Most Burmese are Theravadan Buddhists who believe that if there is misconduct in one life this may lead to “payback” in the next, or even, as Hindus believe, to rebirth as an animal. A sex change from one life to the next is quite common. Usually the past life is someone from the same family or someone who was at least known to the family. Announcing dreams occur frequently and birthmarks and birth defects are widely regarded as evidence of reincarnation. People often claim to have some memory of an existence between death and rebirth.
The Thais are mostly Theravadan Buddhists. Their beliefs are similar to those of the Burmese Theravadan Buddhists, but the Thais have fewer same-family cases and claims of sex change are less common, though more frequent than in other countries. Many claim some memory of experience between death and rebirth.
In both Burma and Thailand there are strong regional expectations about rebirth. Although the doctrine of “no soul” in Theravadan Buddhism would seem to preclude any idea that memories can be carried from one life to a subsequent one, Buddhism accepts the idea of some kind of link between lives. There is, in Buddhism, a gradual accumulation of merit through deeds, and this can be carried over to a subsequent life. In Thailand there is a strong cultural expectation of a conscious out-of-body intermission between two successive lives, which makes memory of a previous life possible.
Tamils are mostly Hindus; otherwise most Sinhalese are Theravadan Buddhists with beliefs similar to Burmese and Thais. But there are few same-family cases, and announcing dreams almost never occur.
Most cases of reincarnation occur among Arabic-speaking Alevis, a sect of the Shiite branch of Islam. They hold a belief in reincarnation but without supposing that conduct in one life influences circumstances in a later one—conduct in Islam is assessed at the Day of Judgement. Sex changes almost never occur.
Most cases occur among the Druse, whose religion derives from the Shiite branch of Islam but has separated from it almost completely. Reincarnation plays a greater part in the life of the Druse than in any other religion. Druse parents nearly always encourage their children to tell them what they can remember about their previous lives, and a large proportion of Druse children are born with past-life memories. The Druse believe reincarnation as a newborn baby occurs immediately after death, and always with the same sex as in the previous life. Conduct in one life does not affect the circumstances of a later one, but is rewarded or punished at the Day of Judgement.
Most are formally Christians, but their traditional religion includes belief in reincarnation. They do not believe in sex change from one life to the next, or in animal reincarnation. Many believe that you can influence the circumstances of your next life before death: for example, by wishing for particular parents in the next life. The Tlingit also regard birthmarks and birth defects as identification marks of a previous incarnation. Announcing dreams are fairly frequent.

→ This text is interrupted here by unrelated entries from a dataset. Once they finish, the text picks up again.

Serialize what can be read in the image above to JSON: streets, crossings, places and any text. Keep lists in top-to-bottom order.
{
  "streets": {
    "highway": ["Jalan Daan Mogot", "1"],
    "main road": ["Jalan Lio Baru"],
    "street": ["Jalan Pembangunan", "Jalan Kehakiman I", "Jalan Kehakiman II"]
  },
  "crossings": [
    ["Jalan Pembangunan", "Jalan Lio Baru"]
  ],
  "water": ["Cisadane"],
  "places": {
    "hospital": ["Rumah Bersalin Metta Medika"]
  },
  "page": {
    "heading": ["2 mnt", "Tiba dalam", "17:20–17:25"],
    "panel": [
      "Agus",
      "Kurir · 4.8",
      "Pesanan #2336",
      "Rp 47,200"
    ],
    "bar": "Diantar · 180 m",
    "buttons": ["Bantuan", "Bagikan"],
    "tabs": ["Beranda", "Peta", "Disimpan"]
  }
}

The Haida are formally Christians, but their traditional religion persists and includes a belief in reincarnation. Most don’t believe that sex change can occur. Neither do they believe that humans can reincarnate as animals, although they do believe that reincarnation is possible in two or more later physical bodies (“soul-splitting”). Announcing dreams are common, but attempts to identify a previous incarnation through birth defects and birthmarks are less common than among the Tlingit.
Although most are formally Christians, they still adhere to their traditional religion, which includes a strong belief in reincarnation. When a new baby is born, they believe it is important to identify the person of whom the baby is a reincarnation, and for this birthmarks and birth defects that correspond to wounds or other marks on a deceased person are important. Sex change is accepted and common. The Igbo, as well as some other groups of West African people, believe a baby who dies may be reborn in the same family, die again as an infant, only to be reborn yet again into the same family. These are called “repeater children”—the Igbo have developed strategies for thwarting the intention, as they see it, of the baby to die young.
Overall, in Stevenson’s cases there is an unequal balance between the reincarnated sexes. A sex change is claimed in 12 percent of the cases Stevenson has collected. Three times as many girls say that they were boys in previous lives as boys who say they were girls. Only in Burma were there more cases of reincarnated women than men. In most other cultures boys outnumbered girls by about three to one and by two to one in cases where the previous life ended in a violent death.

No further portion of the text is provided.